**ACTIVITY:** Please repeat all of the records, keeping every word unchanged.

**LISTED ENTRIES:**
____________________

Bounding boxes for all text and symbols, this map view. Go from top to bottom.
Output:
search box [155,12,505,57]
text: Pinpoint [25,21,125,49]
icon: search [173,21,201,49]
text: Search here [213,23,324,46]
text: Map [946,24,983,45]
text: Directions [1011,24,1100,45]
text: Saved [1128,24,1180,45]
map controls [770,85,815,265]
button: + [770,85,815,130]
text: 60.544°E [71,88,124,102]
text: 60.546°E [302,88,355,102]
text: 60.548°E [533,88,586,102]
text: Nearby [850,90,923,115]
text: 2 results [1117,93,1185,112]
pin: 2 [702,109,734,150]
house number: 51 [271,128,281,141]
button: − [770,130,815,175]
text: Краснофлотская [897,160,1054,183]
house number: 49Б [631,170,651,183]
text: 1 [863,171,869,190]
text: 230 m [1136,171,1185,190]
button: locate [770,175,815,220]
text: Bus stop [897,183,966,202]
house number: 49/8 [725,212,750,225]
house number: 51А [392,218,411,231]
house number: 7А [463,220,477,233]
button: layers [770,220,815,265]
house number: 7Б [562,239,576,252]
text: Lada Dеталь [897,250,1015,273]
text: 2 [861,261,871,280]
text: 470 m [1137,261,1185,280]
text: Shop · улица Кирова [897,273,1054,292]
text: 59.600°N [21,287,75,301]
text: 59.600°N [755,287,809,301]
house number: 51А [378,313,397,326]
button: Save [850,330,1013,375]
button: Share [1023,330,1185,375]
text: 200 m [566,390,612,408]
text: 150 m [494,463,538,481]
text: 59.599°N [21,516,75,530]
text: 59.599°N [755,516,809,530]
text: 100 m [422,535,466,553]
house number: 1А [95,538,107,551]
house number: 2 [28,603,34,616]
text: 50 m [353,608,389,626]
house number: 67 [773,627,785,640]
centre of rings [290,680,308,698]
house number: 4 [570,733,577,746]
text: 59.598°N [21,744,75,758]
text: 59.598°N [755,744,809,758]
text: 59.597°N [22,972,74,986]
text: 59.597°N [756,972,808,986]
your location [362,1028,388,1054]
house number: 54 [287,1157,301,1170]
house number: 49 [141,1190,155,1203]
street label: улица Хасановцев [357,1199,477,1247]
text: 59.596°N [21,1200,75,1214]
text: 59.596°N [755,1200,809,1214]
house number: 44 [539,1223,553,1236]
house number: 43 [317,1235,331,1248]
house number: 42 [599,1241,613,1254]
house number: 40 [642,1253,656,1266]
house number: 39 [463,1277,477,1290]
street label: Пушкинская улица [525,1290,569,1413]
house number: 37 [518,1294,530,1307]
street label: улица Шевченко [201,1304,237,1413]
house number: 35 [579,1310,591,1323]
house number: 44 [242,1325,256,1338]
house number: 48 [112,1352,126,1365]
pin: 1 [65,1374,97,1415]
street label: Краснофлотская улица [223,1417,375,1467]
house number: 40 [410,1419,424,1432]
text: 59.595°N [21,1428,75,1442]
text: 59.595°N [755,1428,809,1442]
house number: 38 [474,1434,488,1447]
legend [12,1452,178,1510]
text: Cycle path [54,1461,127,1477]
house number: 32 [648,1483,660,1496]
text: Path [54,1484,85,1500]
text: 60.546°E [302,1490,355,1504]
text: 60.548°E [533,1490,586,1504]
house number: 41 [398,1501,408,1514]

____________________

**RESULT FOR THIS EXERCISE:**
Bounding boxes for all text and symbols, this map view. Go from top to bottom.
Output:
search box [155,12,505,57]
text: Pinpoint [25,21,125,49]
icon: search [173,21,201,49]
text: Search here [213,23,324,46]
text: Map [946,24,983,45]
text: Directions [1011,24,1100,45]
text: Saved [1128,24,1180,45]
map controls [770,85,815,265]
button: + [770,85,815,130]
text: 60.544°E [71,88,124,102]
text: 60.546°E [302,88,355,102]
text: 60.548°E [533,88,586,102]
text: Nearby [850,90,923,115]
text: 2 results [1117,93,1185,112]
pin: 2 [702,109,734,150]
house number: 51 [271,128,281,141]
button: − [770,130,815,175]
text: Краснофлотская [897,160,1054,183]
house number: 49Б [631,170,651,183]
text: 1 [863,171,869,190]
text: 230 m [1136,171,1185,190]
button: locate [770,175,815,220]
text: Bus stop [897,183,966,202]
house number: 49/8 [725,212,750,225]
house number: 51А [392,218,411,231]
house number: 7А [463,220,477,233]
button: layers [770,220,815,265]
house number: 7Б [562,239,576,252]
text: Lada Dеталь [897,250,1015,273]
text: 2 [861,261,871,280]
text: 470 m [1137,261,1185,280]
text: Shop · улица Кирова [897,273,1054,292]
text: 59.600°N [21,287,75,301]
text: 59.600°N [755,287,809,301]
house number: 51А [378,313,397,326]
button: Save [850,330,1013,375]
button: Share [1023,330,1185,375]
text: 200 m [566,390,612,408]
text: 150 m [494,463,538,481]
text: 59.599°N [21,516,75,530]
text: 59.599°N [755,516,809,530]
text: 100 m [422,535,466,553]
house number: 1А [95,538,107,551]
house number: 2 [28,603,34,616]
text: 50 m [353,608,389,626]
house number: 67 [773,627,785,640]
centre of rings [290,680,308,698]
house number: 4 [570,733,577,746]
text: 59.598°N [21,744,75,758]
text: 59.598°N [755,744,809,758]
text: 59.597°N [22,972,74,986]
text: 59.597°N [756,972,808,986]
your location [362,1028,388,1054]
house number: 54 [287,1157,301,1170]
house number: 49 [141,1190,155,1203]
street label: улица Хасановцев [357,1199,477,1247]
text: 59.596°N [21,1200,75,1214]
text: 59.596°N [755,1200,809,1214]
house number: 44 [539,1223,553,1236]
house number: 43 [317,1235,331,1248]
house number: 42 [599,1241,613,1254]
house number: 40 [642,1253,656,1266]
house number: 39 [463,1277,477,1290]
street label: Пушкинская улица [525,1290,569,1413]
house number: 37 [518,1294,530,1307]
street label: улица Шевченко [201,1304,237,1413]
house number: 35 [579,1310,591,1323]
house number: 44 [242,1325,256,1338]
house number: 48 [112,1352,126,1365]
pin: 1 [65,1374,97,1415]
street label: Краснофлотская улица [223,1417,375,1467]
house number: 40 [410,1419,424,1432]
text: 59.595°N [21,1428,75,1442]
text: 59.595°N [755,1428,809,1442]
house number: 38 [474,1434,488,1447]
legend [12,1452,178,1510]
text: Cycle path [54,1461,127,1477]
house number: 32 [648,1483,660,1496]
text: Path [54,1484,85,1500]
text: 60.546°E [302,1490,355,1504]
text: 60.548°E [533,1490,586,1504]
house number: 41 [398,1501,408,1514]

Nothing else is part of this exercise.